There are sons who prefer not to follow their fathers’ footsteps to the same AFL club.
There are clubs that feel such pressure to draft a son — as Adelaide did with Ben Jarman — that their entire recruiting strategy can be compromised.
And there is the farcical nature of the current father-son rule that began in the VFL 1949 to overcome a son being tied — by residential recruiting zones — to a club other than that of his father. Ron Barassi avoided being a Collingwood player — and was assigned to Melbourne to follow his late father’s path in the VFL — as the second reassignment under the father-son rule.
Until 1987, with VFL expansion to Perth and Brisbane, the father-son rule was simple. The qualification rule was the same for all 12 VFL clubs, even though there was no guarantee there would be equal access to this part of football romance — as St Kilda knows too well with its players being fathers to daughters more often than sons.
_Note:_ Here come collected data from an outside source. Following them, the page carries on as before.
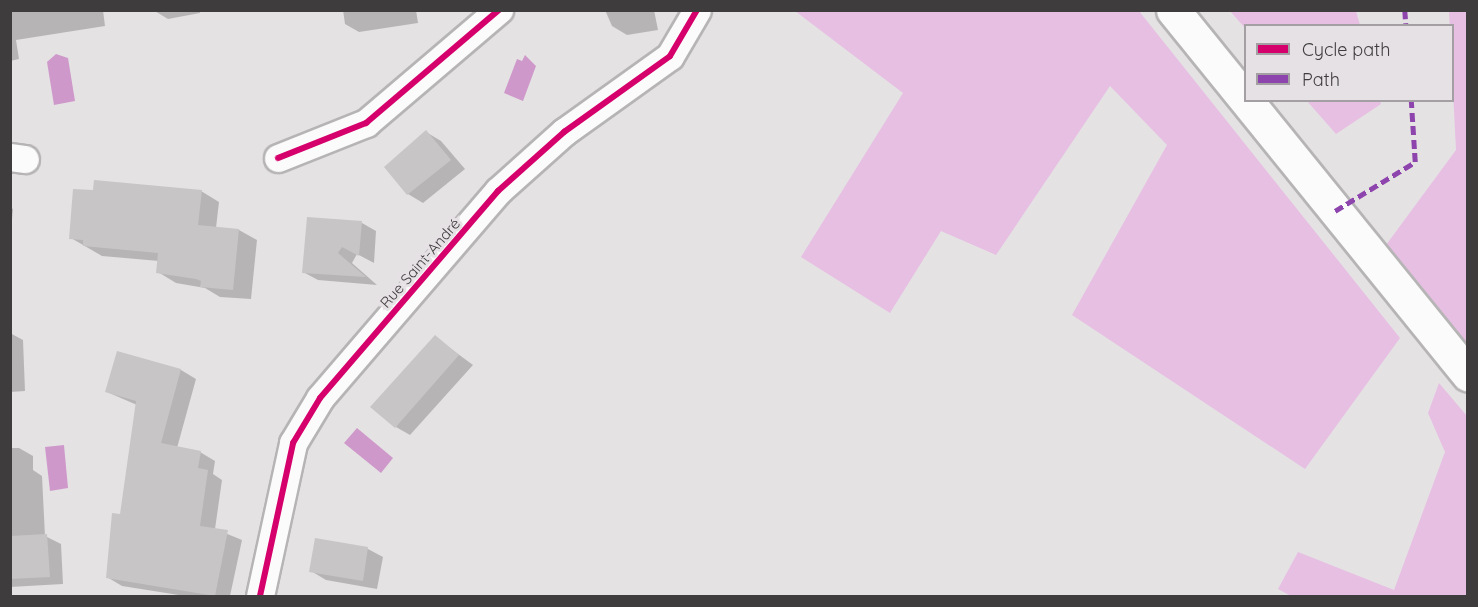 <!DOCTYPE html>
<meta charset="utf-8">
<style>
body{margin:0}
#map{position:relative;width:1478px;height:607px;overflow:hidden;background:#e5e2e4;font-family:Quicksand,sans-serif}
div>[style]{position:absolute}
.green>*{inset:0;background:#e6bfe3}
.water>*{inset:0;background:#ce99ca}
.shadow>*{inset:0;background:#0003}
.building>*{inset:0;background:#c8c5c7}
.roads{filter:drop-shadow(2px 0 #b6b4b5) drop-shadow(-2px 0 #b6b4b5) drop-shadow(0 2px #b6b4b5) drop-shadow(0 -2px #b6b4b5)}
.street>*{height:27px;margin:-13.5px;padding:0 13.5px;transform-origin:13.5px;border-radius:13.5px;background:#fbfbfb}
.secondary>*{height:33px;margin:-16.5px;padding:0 16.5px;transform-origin:16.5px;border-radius:16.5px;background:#fbfbfb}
.quiet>*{height:4.5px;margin-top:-2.25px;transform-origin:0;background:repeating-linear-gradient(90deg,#8e44ad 0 9px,transparent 0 13.5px)}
.cycleway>*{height:6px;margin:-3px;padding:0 3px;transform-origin:3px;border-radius:3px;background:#d6006c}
span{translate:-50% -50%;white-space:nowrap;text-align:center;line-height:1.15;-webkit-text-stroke:6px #e6e1e5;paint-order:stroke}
.street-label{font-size:15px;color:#3e3c3d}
.frame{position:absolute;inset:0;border:12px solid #3e3c3d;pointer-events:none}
.legend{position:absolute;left:1244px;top:24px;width:210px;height:78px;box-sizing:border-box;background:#e6e1e5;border:2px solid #a39fa2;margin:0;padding:8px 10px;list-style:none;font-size:18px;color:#3e3c3d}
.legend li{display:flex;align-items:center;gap:12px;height:30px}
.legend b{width:30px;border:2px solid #a39fa2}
</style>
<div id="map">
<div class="green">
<i style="clip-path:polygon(795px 11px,1139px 11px,1400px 338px,1305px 469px,1072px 315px,1167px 145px,1110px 86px,996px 255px,941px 231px,890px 313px,801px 257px,903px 93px)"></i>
<i style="clip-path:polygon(1230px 11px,1356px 11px,1360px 25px,1245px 28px)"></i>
<i style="clip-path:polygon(1449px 11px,1467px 11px,1467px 347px,1386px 245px,1456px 150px)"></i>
<i style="clip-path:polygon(1307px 101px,1380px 101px,1381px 104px,1336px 134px)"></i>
<i style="clip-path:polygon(1439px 383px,1467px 416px,1467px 596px,1291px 596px,1278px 589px,1298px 552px,1394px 590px,1445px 452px,1428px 413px)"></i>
</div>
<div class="water">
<i style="clip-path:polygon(56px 54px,68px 58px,75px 101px,54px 105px,47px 62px)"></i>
<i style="clip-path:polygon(525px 55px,536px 66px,523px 101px,504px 93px,517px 59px,522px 61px)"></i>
<i style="clip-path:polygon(357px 428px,393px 458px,381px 473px,344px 443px)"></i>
<i style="clip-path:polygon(64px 445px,68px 488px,50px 491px,45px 447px)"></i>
</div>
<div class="shadow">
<i style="clip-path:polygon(10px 10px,103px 10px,105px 26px,16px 40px,19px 59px,10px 61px)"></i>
<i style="clip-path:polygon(153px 10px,200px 10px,200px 13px,168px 19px)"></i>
<i style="clip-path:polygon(343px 10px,416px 10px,418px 23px,359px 32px,345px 24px)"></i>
<i style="clip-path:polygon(605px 10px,654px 10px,658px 30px,627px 35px,612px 26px)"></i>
<i style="clip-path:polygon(426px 132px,441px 141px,465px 169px,423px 203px,408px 194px,386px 168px)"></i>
<i style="clip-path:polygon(201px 191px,219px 202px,216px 228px,239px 230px,257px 240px,251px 299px,220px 297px,205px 288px,176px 283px,158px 272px,159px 261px,102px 256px,71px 238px)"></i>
<i style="clip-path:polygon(10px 207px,13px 209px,10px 239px)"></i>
<i style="clip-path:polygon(362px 223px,376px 231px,374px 263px,357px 254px,352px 263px,377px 285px,318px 280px,303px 272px)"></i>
<i style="clip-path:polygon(10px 333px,23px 340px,25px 391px,10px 392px)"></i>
<i style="clip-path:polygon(435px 337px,473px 365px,410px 435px,396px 427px)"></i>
<i style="clip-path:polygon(118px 352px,181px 370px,196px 379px,177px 448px,200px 452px,215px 461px,213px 474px,222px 480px,215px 529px,242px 540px,230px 596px,185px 596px,122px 586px,107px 577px,121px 516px,137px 405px,107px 392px)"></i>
<i style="clip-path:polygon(10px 448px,19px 448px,33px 456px,33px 470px,42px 476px,45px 536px,61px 544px,63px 584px,10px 587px)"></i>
<i style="clip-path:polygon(317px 540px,368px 549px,383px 557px,377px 589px,326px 580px,311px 571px)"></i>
</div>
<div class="building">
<i style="clip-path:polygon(426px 130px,451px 160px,407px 195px,384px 167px)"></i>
<i style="clip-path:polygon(94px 180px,202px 190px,198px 225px,239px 229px,233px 290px,200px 287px,201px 281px,196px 279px,156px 273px,158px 253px,83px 246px,83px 240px,69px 239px,73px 189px,93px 190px)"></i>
<i style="clip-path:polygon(307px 217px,362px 221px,359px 256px,342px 247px,338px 253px,366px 277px,302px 273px)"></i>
<i style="clip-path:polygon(435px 335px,459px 355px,395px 428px,370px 407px)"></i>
<i style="clip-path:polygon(117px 351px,181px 369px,161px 443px,201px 451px,198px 468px,208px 470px,200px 526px,228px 530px,215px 596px,106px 578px,112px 513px,120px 514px,136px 401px,105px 392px)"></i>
<i style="clip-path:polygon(47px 534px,50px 577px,10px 579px,10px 536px)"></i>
<i style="clip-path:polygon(315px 538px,368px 547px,363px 581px,309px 572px)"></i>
</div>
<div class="roads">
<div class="street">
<i style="left:10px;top:157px;width:15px;rotate:8deg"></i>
<i style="left:278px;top:158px;width:95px;rotate:-21.7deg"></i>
<i style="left:366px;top:123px;width:175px;rotate:-40.4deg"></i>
<i style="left:260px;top:596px;width:157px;rotate:-77.8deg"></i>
<i style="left:293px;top:443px;width:52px;rotate:-59deg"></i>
<i style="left:320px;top:398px;width:273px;rotate:-49.3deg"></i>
<i style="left:498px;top:191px;width:89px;rotate:-41.8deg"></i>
<i style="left:564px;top:132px;width:130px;rotate:-35.6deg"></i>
<i style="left:670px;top:56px;width:53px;rotate:-59.6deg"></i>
</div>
<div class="secondary">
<i style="left:1173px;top:10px;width:469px;rotate:51deg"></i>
</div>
</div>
<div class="quiet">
<i style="left:1405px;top:10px;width:16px;rotate:86deg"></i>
<i style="left:1335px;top:211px;width:94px;rotate:-31.5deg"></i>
<i style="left:1415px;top:162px;width:62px;rotate:-93.7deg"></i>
</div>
<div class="cycleway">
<i style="left:278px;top:158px;width:95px;rotate:-21.7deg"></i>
<i style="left:366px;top:123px;width:175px;rotate:-40.4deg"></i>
<i style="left:260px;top:596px;width:157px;rotate:-77.8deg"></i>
<i style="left:293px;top:443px;width:52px;rotate:-59deg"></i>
<i style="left:320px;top:398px;width:273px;rotate:-49.3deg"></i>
<i style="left:498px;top:191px;width:89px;rotate:-41.8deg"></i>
<i style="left:564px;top:132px;width:130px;rotate:-35.6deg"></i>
<i style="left:670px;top:56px;width:53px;rotate:-59.6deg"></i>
</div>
<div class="street-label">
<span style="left:420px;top:263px;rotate:-49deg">Rue Saint-André</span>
</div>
<div class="frame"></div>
<ul class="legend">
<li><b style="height:8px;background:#d6006c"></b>Cycle path</li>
<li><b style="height:8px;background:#8e44ad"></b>Path</li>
</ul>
</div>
Today, in an 18-team national league, there are differing qualification rules across the competition and total irrelevance of the father-son rule to the newest franchises at Gold Coast and Greater Western Sydney.
And there is the dismay with Port Adelaide — the only non-Victorian AFL team to come from a suburban competition to the national league — being denied the son of an SANFL premiership captain, Darryl Borlase.
How silly is this father-son rule when the Power has more chance of claiming the son of a West Adelaide champion who played more than 200 SANFL league games before 1997 than the Borlase teenager in the 2020 AFL national draft?
There is no locker at Alberton where a son-of-a-gun from West Adelaide, North Adelaide, Woodville-West Torrens or Central District can place his boots saying his father was there before him.
But there is the No. 16 locker at Alberton for James Borlase. He cannot take a direct path to this locker because Darryl played 177 — rather than the qualifying 200 SANFL league games — before 1997.
There also are two lockers (Nos. 3 and 31) at the Adelaide Football Club where new Woodville-West Torrens league player James Rowe can throw his bag as his father, Stephen, did from 1991-1995 as an inaugural Crow.
But James Rowe does not qualify as a father-son pick because his father played “just” 29 AFL games rather than a minimum of 100.
In 2007, the AFL changed the father-son rule to introduce a bidding system that stopped a son automatically going to his father’s club in exchange for a third-round draft pick. Rival AFL clubs could bid to put a “true market value” on the draft pick conceded for the son.
At that time, the AFL also should have removed the differing qualification rules of 100 VFL games for the old VFL clubs, 150 WAFL games for West Coast and Fremantle and 200 SANFL games for Adelaide and Port Adelaide.
If there is to be true romance in football, every son should have access to his father’s locker in the AFL ... regardless how many games are on his father’s resume.